According to the site, new areas in development include bananas that produce vaccines to prevent infectious diseases and cattle that are resistant to bovine spongiform encephalopathy mad cow disease.
Health Concerns One of the primary concerns over the use of recombinant DNA in food is that the long-term effects on human health are still unknown. In fact, a number of scientists have voiced their concerns about the potential health risks of this technology.
According to British professor Mae Wan-Ho, bypassing conventional breeding with "artificially constructed parasitic elements [such as] viruses" may present hazards, since inserting foreign genes into a host genome has "been known to have many harmful and fatal effects, including cancer.
Michael Antoniu notes that the artificial combination of "genetic material from unrelated species" is disrupting the genetic blueprint of the host organism "with totally unpredictable consequences," and he notes that recombinant DNA has resulted in the inadvertent production of toxic substances in "genetically engineered bacteria, yeast, plants and animals.
In China, human DNA is being placed in tomatoes and peppers to speed their growth.
Would eating a tomato that contained human DNA make you a cannibal? Famed physicist Stephen Hawking, while not a biotechnologist, points out that genetic engineering has caused a scientific shift in which we no longer merely explore the natural world and its mechanisms, but actually redesign them.
DNA technology, he says, portends the end of natural evolution; for the first time in the history of humanity, our species can use science and technology to evolve our own genetic make-up.The project is utilizing seawater from a Mar de Plata industrial cooling process and is projected to yield gallons of algal oil per acre ( liters per hectare).The project, which commenced in , is using flocculation and centrifuges for algae extraction and said it was using an undisclosed algal strain adapted for local conditions.
- The Human Genome Project is an international scientific research project that had one goal: to complete mapping and understanding of all the genes of human beings. A genome is a collection of all your genes and DNA. Every human cell has about 4 thousand genes.
The Human Genome Project has many advantages and disadvantages to society. Genetics Clinical Genetics Population Genetics Genome Biology Biostatistics Epidemiology Bias & Confounding HLA MHC Glossary Homepage. GENETIC EPIDEMIOLOGY GLOSSARY.

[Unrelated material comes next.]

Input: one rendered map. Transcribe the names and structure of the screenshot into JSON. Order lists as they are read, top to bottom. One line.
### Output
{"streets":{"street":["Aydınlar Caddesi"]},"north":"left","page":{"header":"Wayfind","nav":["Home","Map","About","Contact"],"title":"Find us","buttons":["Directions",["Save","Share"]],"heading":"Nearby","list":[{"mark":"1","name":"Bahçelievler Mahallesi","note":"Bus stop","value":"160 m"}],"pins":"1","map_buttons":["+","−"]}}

Mehmet Tevfik DORAK. Accompanying Genetic Epidemiology Lecture Note & Presentation (see also Genome Biology for Genetic Epidemiologists) ACCE project . Genetic Engineering [back to top] Genetic engineering, also known as recombinant DNA technology, means altering the genes in a living organism to produce a Genetically Modified Organism (GMO) with a new genotype.
Various kinds of genetic modification are possible: inserting a foreign gene from one species into another, forming a transgenic .

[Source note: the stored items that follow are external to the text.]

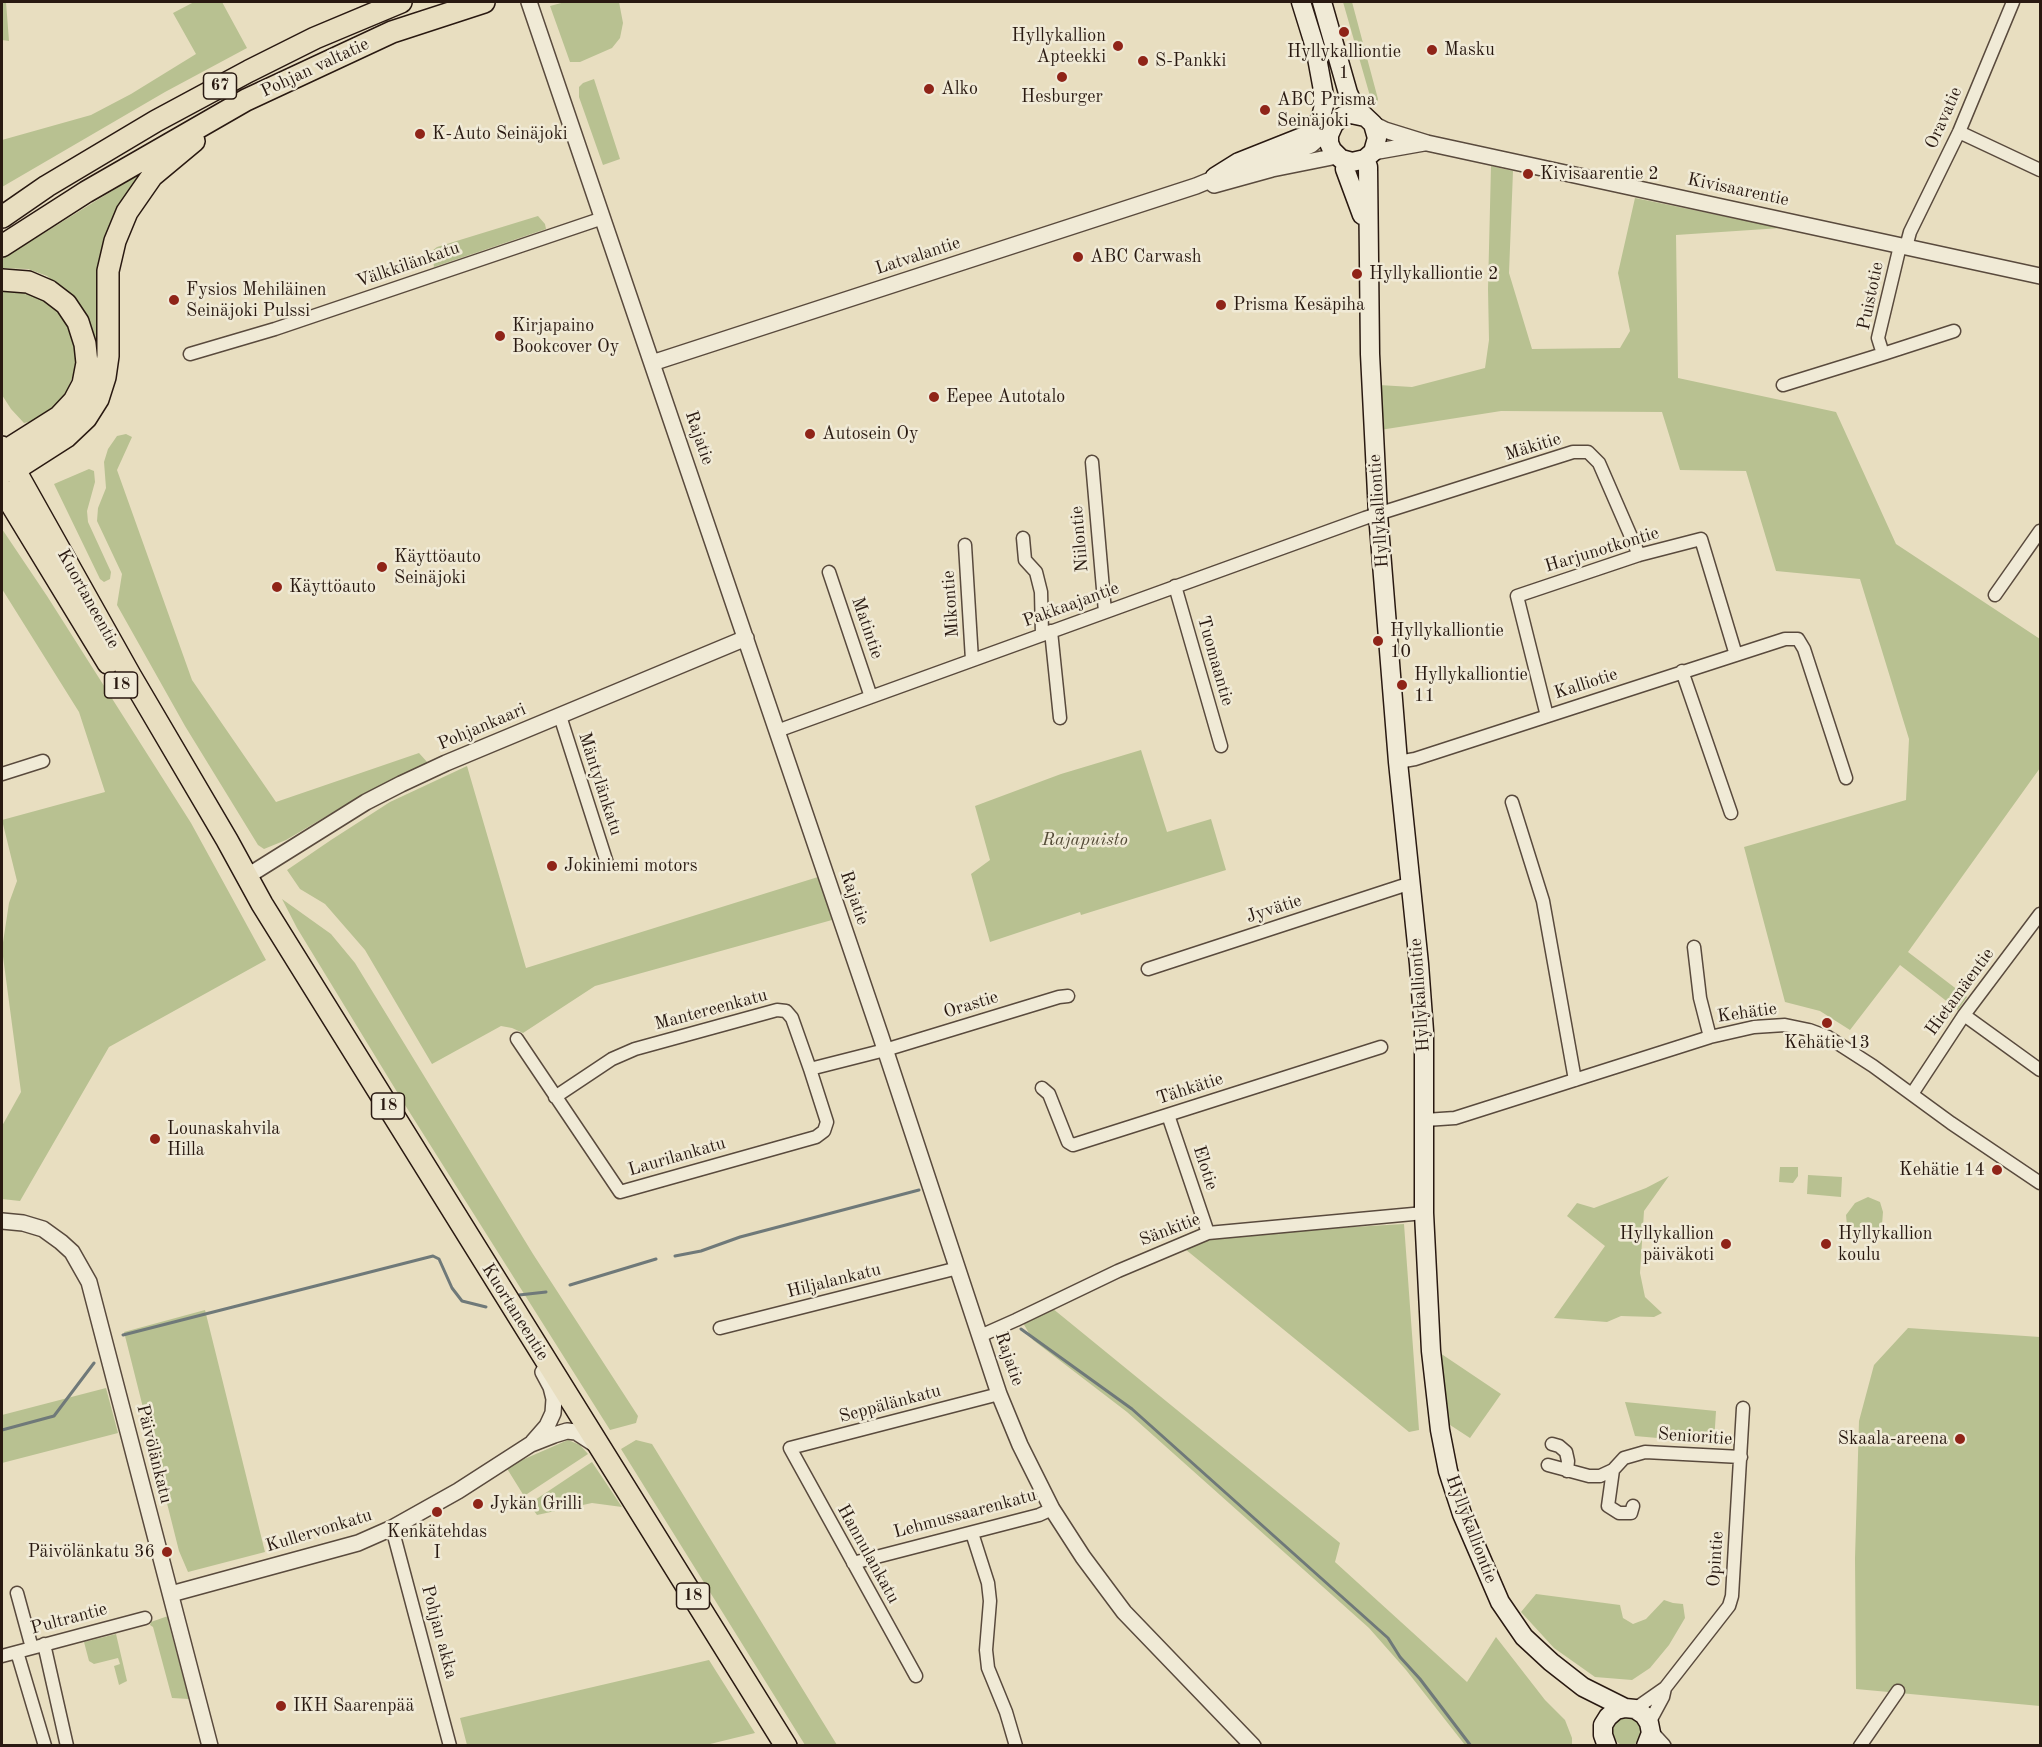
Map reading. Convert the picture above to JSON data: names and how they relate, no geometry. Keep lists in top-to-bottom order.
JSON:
{
  "streets": {
    "highway": [
      "Pohjan valtatie",
      "67",
      "Kuortaneentie",
      "18"
    ],
    "main road": ["Hyllykalliontie"],
    "street": [
      "Oravatie",
      "Kivisaarentie",
      "Latvalantie",
      "Välkkilänkatu",
      "Puistotie",
      "Rajatie",
      "Mäkitie",
      "Niilontie",
      "Harjunotkontie",
      "Mikontie",
      "Pakkaajantie",
      "Matintie",
      "Tuomaantie",
      "Kalliotie",
      "Pohjankaari",
      "Mäntylänkatu",
      "Jyvätie",
      "Hietamäentie",
      "Orastie",
      "Mantereenkatu",
      "Kehätie",
      "Tähkätie",
      "Laurilankatu",
      "Elotie",
      "Sänkitie",
      "Hiljalankatu",
      "Seppälänkatu",
      "Senioritie",
      "Päivölänkatu",
      "Lehmussaarenkatu",
      "Kullervonkatu",
      "Hannulankatu",
      "Opintie",
      "Pultrantie",
      "Pohjan akka"
    ]
  },
  "crossings": [
    ["Oravatie", "Kivisaarentie"],
    ["Oravatie", "Puistotie"],
    ["Kivisaarentie", "Latvalantie"],
    ["Kivisaarentie", "Puistotie"],
    ["Kivisaarentie", "Hyllykalliontie"],
    ["Latvalantie", "Rajatie"],
    ["Latvalantie", "Hyllykalliontie"],
    ["Välkkilänkatu", "Rajatie"],
    ["Rajatie", "Pakkaajantie"],
    ["Rajatie", "Pohjankaari"],
    ["Rajatie", "Orastie"],
    ["Rajatie", "Sänkitie"],
    ["Rajatie", "Hiljalankatu"],
    ["Rajatie", "Seppälänkatu"],
    ["Rajatie", "Lehmussaarenkatu"],
    ["Mäkitie", "Hyllykalliontie"],
    ["Mäkitie", "Harjunotkontie"],
    ["Mäkitie", "Pakkaajantie"],
    ["Hyllykalliontie", "Pakkaajantie"],
    ["Hyllykalliontie", "Kalliotie"],
    ["Hyllykalliontie", "Jyvätie"],
    ["Hyllykalliontie", "Kehätie"],
    ["Hyllykalliontie", "Sänkitie"],
    ["Hyllykalliontie", "Opintie"],
    ["Niilontie", "Pakkaajantie"],
    ["Harjunotkontie", "Kalliotie"],
    ["Kuortaneentie", "Pohjankaari"],
    ["Kuortaneentie", "Kullervonkatu"],
    ["Mikontie", "Pakkaajantie"],
    ["Pakkaajantie", "Matintie"],
    ["Pakkaajantie", "Tuomaantie"],
    ["Pohjankaari", "Mäntylänkatu"],
    ["Hietamäentie", "Kehätie"],
    ["Mantereenkatu", "Laurilankatu"],
    ["Tähkätie", "Elotie"],
    ["Elotie", "Sänkitie"],
    ["Seppälänkatu", "Hannulankatu"],
    ["Senioritie", "Opintie"],
    ["Päivölänkatu", "Kullervonkatu"],
    ["Lehmussaarenkatu", "Hannulankatu"],
    ["Kullervonkatu", "Pohjan akka"]
  ],
  "parks": ["Rajapuisto"],
  "places": [
    "Hyllykalliontie 1",
    "Hyllykallion Apteekki",
    "Masku",
    "S-Pankki",
    "Hesburger",
    "Alko",
    "ABC Prisma Seinäjoki",
    "K-Auto Seinäjoki",
    "Kivisaarentie 2",
    "ABC Carwash",
    "Hyllykalliontie 2",
    "Fysios Mehiläinen Seinäjoki Pulssi",
    "Prisma Kesäpiha",
    "Kirjapaino Bookcover Oy",
    "Eepee Autotalo",
    "Autosein Oy",
    "Käyttöauto Seinäjoki",
    "Käyttöauto",
    "Hyllykalliontie 10",
    "Hyllykalliontie 11",
    "Jokiniemi motors",
    "Kehätie 13",
    "Lounaskahvila Hilla",
    "Kehätie 14",
    "Hyllykallion päiväkoti",
    "Hyllykallion koulu",
    "Skaala-areena",
    "Jykän Grilli",
    "Kenkätehdas I",
    "Päivölänkatu 36",
    "IKH Saarenpää"
  ]
}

The Human Genome Project (HGP) is an intellectual endeavor. It is underway mostly via computer science and laboratory procedures, hence there is very little risk to anyone involved. Thus, it has remarkably few disadvantages, as it is simply an effort to add to the collective knowledge of mankind.
Prior work has mapped some of these inherited loci in the human genome, identifying—among other things—immune genes from Neanderthals, which researchers speculate may have provided both Neanderthals and early H.
sapiens adaptive advantages against infectious organisms.